(Task description) Going through the data below, copy out each line where the word "sans" shows up.

[Dataset entries]

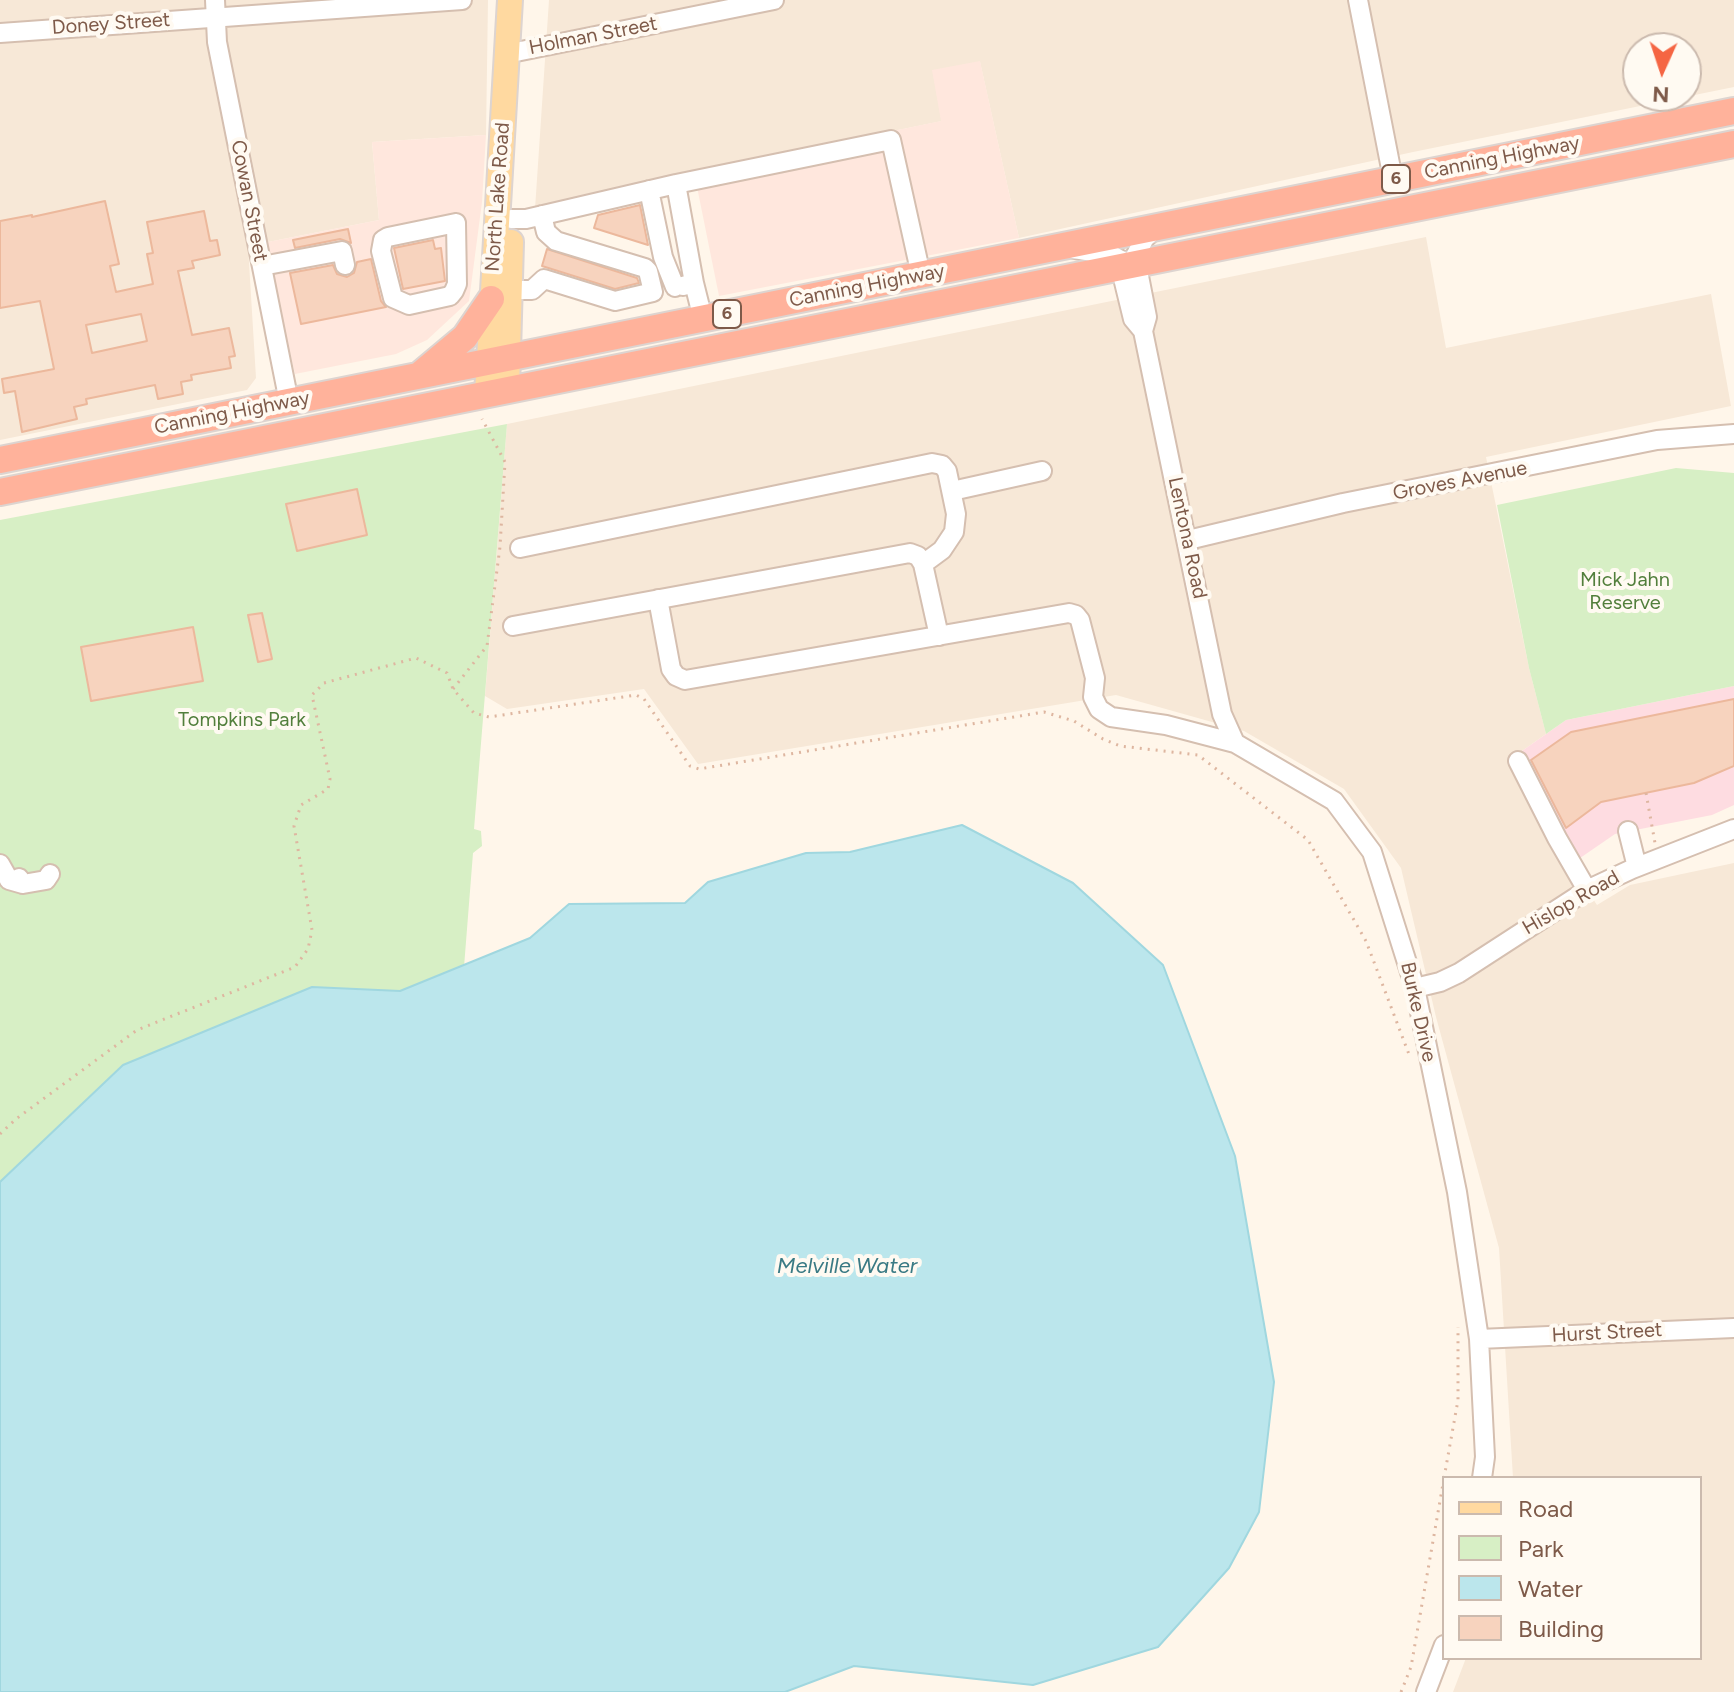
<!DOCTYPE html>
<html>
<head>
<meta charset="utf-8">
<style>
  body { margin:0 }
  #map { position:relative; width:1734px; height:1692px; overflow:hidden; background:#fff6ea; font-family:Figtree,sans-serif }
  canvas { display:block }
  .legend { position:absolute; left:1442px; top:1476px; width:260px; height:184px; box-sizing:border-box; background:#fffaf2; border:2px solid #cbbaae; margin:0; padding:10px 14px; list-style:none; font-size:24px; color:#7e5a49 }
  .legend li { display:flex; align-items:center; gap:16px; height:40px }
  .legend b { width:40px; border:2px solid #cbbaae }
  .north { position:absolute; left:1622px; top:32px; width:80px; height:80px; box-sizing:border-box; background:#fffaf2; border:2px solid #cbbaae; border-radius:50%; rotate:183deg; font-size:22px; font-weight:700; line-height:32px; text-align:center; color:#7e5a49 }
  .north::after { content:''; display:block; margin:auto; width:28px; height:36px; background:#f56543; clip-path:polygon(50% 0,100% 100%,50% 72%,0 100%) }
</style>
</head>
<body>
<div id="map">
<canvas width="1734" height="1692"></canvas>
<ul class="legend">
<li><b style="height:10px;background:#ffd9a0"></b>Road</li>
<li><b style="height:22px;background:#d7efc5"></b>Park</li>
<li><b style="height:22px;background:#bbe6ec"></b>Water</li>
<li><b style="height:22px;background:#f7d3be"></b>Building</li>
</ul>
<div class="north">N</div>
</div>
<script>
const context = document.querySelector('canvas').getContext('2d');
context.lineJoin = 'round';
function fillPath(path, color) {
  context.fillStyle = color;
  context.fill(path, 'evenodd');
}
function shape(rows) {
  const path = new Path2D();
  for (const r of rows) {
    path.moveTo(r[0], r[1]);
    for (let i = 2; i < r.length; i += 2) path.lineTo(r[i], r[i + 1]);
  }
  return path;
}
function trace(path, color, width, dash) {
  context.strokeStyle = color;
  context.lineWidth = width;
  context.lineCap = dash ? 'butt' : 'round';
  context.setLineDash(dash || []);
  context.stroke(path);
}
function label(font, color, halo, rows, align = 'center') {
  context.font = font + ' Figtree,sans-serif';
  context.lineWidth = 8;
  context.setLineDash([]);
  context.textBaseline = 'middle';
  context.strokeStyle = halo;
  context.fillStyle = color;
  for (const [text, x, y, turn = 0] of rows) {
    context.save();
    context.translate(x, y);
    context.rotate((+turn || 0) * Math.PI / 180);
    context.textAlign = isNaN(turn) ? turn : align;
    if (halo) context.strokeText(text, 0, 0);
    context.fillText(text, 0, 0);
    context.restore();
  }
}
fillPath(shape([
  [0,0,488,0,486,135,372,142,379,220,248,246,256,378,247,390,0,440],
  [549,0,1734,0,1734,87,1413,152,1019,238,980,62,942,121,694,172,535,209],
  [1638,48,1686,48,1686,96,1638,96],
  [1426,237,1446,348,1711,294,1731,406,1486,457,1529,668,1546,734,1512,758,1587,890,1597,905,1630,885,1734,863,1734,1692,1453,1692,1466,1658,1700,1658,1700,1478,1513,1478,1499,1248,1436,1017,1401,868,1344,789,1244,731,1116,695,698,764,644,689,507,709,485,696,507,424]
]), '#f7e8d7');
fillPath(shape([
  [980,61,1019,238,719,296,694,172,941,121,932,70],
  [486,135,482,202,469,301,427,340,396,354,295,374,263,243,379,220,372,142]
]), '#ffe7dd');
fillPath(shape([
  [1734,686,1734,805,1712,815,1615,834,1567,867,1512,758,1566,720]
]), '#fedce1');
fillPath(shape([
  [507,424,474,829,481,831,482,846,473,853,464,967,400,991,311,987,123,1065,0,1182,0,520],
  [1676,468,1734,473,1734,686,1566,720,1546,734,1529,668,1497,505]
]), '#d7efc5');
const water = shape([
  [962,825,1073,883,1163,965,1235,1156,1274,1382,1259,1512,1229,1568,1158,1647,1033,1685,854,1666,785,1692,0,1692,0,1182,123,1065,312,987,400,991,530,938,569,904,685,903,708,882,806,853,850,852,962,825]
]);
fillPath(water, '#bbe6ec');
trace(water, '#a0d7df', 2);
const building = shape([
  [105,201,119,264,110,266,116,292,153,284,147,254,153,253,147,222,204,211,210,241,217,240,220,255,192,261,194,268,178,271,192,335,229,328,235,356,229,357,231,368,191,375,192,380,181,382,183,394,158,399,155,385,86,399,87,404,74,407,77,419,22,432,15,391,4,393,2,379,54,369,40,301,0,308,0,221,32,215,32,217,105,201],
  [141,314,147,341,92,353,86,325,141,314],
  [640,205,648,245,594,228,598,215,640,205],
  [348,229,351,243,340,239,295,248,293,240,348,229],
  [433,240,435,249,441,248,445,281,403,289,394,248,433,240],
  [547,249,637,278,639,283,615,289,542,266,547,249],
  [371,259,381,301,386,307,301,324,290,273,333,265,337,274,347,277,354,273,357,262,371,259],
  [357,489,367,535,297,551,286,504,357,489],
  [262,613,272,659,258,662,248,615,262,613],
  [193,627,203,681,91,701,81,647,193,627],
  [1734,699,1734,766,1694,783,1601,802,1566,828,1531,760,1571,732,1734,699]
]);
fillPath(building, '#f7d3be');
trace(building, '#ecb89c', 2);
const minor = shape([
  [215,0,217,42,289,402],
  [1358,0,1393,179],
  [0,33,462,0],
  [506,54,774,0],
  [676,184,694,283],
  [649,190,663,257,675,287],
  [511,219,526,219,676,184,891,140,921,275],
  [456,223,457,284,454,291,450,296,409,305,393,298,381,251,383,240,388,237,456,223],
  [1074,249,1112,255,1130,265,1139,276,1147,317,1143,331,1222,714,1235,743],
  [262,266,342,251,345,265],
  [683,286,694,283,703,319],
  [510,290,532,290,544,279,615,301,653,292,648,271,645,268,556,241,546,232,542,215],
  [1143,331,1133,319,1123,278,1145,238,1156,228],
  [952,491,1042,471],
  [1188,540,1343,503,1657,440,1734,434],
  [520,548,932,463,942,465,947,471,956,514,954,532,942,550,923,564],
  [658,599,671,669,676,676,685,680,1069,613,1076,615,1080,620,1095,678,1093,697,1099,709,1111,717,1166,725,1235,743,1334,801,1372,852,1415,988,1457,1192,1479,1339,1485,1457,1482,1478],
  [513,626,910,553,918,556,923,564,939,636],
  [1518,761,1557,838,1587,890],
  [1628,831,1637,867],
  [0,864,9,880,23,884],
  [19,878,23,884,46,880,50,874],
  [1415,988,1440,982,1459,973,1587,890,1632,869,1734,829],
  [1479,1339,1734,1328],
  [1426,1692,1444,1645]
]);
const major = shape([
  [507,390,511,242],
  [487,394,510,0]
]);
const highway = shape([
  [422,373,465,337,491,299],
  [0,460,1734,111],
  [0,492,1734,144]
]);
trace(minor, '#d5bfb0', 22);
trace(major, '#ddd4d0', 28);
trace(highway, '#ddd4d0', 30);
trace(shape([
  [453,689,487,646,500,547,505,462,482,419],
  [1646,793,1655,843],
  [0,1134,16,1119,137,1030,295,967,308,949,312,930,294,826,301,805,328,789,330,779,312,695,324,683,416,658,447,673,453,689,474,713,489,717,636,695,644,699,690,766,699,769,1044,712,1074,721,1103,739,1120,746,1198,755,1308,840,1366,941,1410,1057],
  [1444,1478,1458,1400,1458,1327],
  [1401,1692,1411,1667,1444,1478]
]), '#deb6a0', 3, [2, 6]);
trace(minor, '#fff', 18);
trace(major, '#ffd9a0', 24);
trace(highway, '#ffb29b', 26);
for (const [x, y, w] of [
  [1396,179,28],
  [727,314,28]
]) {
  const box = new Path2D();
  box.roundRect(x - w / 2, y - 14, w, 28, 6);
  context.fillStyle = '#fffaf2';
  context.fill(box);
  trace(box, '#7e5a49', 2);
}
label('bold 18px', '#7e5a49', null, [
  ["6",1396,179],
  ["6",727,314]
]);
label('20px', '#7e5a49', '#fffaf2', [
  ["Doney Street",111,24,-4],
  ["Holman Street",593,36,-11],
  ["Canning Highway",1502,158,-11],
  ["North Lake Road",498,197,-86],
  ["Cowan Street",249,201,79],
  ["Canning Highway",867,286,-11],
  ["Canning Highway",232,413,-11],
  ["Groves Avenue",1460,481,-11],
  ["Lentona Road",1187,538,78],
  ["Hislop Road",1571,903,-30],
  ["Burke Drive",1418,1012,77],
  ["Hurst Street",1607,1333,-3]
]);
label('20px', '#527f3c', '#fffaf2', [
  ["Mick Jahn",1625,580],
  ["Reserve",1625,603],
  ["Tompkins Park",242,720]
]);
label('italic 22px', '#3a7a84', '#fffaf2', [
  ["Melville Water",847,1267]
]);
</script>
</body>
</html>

(Solution to this task)
  #map { position:relative; width:1734px; height:1692px; overflow:hidden; background:#fff6ea; font-family:Figtree,sans-serif }
  context.font = font + ' Figtree,sans-serif';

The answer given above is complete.